WHAT IS REQUIRED:
Copy exactly the lines of the data below that run from the line holding "display:flex; align-items:center; gap:12px;" through the line holding "function trace(path, color, width, dash)", both ends included.

Top of DATASET RECORDS

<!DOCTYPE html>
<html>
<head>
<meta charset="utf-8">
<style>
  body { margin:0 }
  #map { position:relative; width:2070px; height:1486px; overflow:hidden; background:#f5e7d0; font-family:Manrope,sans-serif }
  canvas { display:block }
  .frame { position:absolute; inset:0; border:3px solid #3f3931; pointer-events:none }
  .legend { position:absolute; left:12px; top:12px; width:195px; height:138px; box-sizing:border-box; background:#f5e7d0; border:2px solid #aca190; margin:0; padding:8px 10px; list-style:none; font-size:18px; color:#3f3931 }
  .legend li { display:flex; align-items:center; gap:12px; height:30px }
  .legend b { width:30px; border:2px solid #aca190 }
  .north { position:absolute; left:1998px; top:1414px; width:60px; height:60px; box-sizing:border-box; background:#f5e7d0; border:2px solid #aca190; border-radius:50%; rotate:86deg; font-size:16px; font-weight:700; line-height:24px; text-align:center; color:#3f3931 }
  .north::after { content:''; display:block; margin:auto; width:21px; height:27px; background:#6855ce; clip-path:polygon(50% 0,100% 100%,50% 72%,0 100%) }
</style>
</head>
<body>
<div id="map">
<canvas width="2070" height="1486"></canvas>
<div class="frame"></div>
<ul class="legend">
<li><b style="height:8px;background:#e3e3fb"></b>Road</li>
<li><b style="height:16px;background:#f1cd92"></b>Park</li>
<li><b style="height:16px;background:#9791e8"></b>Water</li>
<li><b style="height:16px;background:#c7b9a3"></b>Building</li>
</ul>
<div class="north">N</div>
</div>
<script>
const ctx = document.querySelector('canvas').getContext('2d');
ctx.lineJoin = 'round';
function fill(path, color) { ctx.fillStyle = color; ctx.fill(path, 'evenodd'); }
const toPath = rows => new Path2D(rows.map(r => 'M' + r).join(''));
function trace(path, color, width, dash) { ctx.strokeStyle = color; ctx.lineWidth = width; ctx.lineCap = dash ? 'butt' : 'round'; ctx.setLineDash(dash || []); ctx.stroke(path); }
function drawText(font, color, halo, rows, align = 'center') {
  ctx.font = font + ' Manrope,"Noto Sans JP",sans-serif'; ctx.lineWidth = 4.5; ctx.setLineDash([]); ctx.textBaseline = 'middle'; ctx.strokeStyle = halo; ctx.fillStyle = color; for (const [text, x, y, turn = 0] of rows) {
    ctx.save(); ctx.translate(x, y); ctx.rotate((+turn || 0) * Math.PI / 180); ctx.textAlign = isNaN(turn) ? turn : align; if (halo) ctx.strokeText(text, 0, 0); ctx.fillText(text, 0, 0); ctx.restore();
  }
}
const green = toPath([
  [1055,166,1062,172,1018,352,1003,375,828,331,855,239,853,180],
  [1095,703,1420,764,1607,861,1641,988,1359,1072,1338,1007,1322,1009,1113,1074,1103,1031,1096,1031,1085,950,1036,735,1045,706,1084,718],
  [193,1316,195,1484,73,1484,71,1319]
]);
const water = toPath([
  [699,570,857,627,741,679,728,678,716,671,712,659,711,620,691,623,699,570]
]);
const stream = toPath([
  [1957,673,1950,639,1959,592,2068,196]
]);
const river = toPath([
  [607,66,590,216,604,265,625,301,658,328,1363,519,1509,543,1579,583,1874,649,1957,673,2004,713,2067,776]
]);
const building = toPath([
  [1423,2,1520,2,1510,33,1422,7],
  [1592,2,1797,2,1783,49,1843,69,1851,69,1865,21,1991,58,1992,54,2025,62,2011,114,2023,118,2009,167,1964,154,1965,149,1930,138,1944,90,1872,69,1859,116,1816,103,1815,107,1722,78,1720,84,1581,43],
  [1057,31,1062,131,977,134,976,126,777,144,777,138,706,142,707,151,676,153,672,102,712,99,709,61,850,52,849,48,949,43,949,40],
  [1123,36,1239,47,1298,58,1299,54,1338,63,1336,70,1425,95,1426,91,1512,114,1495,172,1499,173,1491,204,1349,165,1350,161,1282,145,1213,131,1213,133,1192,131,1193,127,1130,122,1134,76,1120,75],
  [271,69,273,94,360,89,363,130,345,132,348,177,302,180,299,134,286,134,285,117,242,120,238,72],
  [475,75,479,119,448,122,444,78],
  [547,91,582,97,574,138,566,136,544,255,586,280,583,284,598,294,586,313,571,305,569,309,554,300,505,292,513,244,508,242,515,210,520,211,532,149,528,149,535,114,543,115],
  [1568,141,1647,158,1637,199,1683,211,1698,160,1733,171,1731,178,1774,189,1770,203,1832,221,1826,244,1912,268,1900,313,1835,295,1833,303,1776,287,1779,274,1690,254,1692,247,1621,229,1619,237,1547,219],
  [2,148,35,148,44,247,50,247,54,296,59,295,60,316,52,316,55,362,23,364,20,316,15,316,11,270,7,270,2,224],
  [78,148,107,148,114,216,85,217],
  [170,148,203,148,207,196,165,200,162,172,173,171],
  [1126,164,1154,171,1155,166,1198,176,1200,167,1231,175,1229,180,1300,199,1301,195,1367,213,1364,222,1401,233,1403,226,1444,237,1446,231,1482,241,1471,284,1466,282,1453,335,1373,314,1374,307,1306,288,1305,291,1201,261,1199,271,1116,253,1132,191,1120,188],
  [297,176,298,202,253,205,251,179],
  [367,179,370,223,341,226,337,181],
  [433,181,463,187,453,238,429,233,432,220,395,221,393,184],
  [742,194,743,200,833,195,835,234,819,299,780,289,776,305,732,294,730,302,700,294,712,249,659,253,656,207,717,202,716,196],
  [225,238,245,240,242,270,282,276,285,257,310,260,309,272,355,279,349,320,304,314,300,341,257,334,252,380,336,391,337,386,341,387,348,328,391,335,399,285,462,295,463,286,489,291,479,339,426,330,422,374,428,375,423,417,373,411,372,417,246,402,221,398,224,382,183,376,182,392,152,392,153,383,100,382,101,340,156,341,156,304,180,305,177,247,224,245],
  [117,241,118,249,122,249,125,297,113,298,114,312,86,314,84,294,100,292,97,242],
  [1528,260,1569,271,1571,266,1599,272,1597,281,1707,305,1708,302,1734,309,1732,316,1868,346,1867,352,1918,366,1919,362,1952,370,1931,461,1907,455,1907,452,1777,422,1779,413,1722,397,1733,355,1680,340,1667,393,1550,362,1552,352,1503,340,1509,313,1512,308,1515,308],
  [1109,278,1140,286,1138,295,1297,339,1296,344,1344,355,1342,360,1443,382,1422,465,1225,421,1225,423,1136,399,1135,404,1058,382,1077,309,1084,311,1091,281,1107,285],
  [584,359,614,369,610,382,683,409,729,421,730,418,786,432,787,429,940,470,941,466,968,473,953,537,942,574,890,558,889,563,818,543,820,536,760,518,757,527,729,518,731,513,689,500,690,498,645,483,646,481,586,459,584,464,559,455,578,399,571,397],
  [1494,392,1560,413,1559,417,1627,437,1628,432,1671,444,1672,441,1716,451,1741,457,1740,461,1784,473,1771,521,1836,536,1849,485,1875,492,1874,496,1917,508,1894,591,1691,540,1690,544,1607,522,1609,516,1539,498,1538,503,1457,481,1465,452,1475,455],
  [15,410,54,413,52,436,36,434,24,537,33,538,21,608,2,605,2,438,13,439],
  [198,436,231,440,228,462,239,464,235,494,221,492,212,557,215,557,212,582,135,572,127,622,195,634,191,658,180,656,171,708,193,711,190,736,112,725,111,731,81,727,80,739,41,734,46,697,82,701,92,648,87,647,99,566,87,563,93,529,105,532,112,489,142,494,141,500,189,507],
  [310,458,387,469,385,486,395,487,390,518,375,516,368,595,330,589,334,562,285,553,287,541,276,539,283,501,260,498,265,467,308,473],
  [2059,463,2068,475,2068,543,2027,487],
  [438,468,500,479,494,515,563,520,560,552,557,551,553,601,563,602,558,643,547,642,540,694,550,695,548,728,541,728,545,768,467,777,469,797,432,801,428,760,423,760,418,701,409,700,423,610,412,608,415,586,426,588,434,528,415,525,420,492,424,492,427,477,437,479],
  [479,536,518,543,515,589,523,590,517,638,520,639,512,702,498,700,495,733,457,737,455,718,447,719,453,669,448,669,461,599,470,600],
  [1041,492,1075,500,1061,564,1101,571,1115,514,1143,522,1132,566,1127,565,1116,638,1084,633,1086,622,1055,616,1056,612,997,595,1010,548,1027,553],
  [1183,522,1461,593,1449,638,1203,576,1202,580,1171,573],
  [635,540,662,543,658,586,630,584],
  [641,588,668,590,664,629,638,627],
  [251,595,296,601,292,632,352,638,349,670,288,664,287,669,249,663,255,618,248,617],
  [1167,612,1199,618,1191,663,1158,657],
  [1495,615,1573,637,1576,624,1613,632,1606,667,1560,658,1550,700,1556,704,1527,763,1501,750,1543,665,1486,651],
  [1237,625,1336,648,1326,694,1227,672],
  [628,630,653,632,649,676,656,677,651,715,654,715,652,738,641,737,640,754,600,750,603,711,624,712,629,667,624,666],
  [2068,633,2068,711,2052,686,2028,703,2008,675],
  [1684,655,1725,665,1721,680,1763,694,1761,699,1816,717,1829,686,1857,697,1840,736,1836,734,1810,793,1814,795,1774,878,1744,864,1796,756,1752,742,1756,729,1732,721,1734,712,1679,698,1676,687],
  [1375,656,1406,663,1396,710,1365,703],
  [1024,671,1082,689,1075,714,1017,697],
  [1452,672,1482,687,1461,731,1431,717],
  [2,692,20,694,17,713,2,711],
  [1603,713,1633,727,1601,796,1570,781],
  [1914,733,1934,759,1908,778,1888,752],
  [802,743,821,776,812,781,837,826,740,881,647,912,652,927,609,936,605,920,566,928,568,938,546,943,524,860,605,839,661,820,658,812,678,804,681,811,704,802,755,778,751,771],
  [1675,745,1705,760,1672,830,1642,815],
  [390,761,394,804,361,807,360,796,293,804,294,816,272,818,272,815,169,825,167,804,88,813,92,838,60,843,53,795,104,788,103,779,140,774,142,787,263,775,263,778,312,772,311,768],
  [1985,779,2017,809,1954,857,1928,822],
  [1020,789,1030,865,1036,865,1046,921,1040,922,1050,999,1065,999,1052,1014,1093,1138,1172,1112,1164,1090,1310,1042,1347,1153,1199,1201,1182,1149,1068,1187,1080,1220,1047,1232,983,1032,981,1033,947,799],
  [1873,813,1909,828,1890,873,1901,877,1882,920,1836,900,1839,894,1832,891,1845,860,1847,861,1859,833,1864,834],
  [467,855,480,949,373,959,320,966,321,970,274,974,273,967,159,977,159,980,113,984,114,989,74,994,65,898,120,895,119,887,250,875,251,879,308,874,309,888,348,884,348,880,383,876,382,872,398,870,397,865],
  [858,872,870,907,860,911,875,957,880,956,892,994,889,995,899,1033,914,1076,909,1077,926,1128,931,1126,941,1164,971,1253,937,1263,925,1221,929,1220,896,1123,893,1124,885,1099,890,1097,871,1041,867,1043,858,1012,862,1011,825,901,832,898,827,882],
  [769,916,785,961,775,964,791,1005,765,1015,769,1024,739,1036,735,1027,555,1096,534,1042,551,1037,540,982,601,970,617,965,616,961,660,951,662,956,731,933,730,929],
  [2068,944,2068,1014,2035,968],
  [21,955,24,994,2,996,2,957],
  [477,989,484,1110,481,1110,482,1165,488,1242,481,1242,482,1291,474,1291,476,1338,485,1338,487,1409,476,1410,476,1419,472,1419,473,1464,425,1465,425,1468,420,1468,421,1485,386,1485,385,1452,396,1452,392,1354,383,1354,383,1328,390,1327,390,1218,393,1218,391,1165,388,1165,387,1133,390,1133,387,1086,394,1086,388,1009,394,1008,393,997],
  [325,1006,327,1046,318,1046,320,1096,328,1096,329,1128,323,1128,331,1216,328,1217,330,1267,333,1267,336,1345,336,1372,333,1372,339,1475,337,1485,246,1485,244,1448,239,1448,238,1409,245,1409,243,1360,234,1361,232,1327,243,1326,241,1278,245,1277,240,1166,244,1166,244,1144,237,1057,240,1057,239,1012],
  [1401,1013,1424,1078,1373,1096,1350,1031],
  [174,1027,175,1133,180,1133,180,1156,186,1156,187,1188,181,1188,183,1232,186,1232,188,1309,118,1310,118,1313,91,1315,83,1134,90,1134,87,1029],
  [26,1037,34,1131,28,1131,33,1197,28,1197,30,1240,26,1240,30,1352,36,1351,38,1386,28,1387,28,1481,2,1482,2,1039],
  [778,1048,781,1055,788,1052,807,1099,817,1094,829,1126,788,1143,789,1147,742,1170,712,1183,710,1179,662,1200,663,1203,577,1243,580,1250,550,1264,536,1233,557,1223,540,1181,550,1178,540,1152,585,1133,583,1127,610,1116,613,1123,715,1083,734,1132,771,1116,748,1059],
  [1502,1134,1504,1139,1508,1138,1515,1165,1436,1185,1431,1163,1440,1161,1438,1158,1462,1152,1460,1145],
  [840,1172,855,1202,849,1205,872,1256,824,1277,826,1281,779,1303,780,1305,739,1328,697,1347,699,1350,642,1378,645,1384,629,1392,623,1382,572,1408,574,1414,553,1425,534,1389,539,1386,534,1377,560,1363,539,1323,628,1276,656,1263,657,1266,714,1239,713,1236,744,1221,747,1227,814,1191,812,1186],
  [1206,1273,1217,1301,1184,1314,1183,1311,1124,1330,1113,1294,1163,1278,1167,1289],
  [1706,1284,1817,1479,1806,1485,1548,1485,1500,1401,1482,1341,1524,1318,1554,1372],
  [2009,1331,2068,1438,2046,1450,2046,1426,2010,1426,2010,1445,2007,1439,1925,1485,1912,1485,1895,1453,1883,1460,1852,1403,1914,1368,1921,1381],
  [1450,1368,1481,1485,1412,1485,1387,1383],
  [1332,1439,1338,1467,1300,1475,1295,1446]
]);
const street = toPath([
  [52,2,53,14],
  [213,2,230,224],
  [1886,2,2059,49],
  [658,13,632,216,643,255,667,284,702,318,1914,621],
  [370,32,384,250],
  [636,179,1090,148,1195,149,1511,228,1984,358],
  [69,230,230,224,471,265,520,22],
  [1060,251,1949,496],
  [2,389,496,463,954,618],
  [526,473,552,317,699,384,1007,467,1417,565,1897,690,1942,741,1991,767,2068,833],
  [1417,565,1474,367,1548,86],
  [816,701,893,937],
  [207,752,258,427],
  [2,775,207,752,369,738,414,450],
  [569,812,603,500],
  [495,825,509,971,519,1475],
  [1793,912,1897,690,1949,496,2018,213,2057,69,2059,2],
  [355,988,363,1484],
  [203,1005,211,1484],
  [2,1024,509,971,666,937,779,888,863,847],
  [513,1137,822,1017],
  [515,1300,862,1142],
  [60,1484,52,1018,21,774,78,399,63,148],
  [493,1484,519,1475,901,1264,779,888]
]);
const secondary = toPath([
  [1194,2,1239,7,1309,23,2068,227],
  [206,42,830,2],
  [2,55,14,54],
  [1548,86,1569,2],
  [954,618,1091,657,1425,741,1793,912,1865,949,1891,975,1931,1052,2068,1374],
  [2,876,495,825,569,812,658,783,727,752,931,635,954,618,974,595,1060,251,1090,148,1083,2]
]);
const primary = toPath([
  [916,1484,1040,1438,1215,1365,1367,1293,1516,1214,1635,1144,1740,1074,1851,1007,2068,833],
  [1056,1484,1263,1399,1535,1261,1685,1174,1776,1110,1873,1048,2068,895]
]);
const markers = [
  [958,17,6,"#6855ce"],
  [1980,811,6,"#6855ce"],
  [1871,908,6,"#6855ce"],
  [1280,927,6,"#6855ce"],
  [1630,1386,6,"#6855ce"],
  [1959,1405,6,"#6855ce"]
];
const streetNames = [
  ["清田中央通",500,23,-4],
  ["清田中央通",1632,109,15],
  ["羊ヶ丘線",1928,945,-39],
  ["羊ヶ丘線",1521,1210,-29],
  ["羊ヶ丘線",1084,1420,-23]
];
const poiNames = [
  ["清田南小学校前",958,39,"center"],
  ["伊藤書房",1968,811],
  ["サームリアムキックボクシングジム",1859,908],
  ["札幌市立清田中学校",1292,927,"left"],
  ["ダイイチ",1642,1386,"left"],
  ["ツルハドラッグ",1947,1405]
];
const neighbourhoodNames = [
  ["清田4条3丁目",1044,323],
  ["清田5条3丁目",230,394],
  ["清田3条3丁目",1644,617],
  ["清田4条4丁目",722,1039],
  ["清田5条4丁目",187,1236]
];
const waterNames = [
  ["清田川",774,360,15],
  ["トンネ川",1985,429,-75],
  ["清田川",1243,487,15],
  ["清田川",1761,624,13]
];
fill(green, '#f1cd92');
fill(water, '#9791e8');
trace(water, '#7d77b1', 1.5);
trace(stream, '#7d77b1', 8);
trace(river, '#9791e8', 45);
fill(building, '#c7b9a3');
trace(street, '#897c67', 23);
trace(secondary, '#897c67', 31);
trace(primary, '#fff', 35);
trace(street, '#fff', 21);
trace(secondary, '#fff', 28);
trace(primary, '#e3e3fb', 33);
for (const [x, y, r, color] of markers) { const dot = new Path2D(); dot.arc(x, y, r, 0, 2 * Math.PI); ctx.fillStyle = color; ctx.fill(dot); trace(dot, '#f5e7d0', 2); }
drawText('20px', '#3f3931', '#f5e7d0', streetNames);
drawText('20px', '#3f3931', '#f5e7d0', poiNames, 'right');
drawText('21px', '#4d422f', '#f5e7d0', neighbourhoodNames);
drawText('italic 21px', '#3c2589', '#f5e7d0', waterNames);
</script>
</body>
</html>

Bottom of DATASET RECORDS

FINAL ANSWER:
  .legend li { display:flex; align-items:center; gap:12px; height:30px }
  .legend b { width:30px; border:2px solid #aca190 }
  .north { position:absolute; left:1998px; top:1414px; width:60px; height:60px; box-sizing:border-box; background:#f5e7d0; border:2px solid #aca190; border-radius:50%; rotate:86deg; font-size:16px; font-weight:700; line-height:24px; text-align:center; color:#3f3931 }
  .north::after { content:''; display:block; margin:auto; width:21px; height:27px; background:#6855ce; clip-path:polygon(50% 0,100% 100%,50% 72%,0 100%) }
</style>
</head>
<body>
<div id="map">
<canvas width="2070" height="1486"></canvas>
<div class="frame"></div>
<ul class="legend">
<li><b style="height:8px;background:#e3e3fb"></b>Road</li>
<li><b style="height:16px;background:#f1cd92"></b>Park</li>
<li><b style="height:16px;background:#9791e8"></b>Water</li>
<li><b style="height:16px;background:#c7b9a3"></b>Building</li>
</ul>
<div class="north">N</div>
</div>
<script>
const ctx = document.querySelector('canvas').getContext('2d');
ctx.lineJoin = 'round';
function fill(path, color) { ctx.fillStyle = color; ctx.fill(path, 'evenodd'); }
const toPath = rows => new Path2D(rows.map(r => 'M' + r).join(''));
function trace(path, color, width, dash) { ctx.strokeStyle = color; ctx.lineWidth = width; ctx.lineCap = dash ? 'butt' : 'round'; ctx.setLineDash(dash || []); ctx.stroke(path); }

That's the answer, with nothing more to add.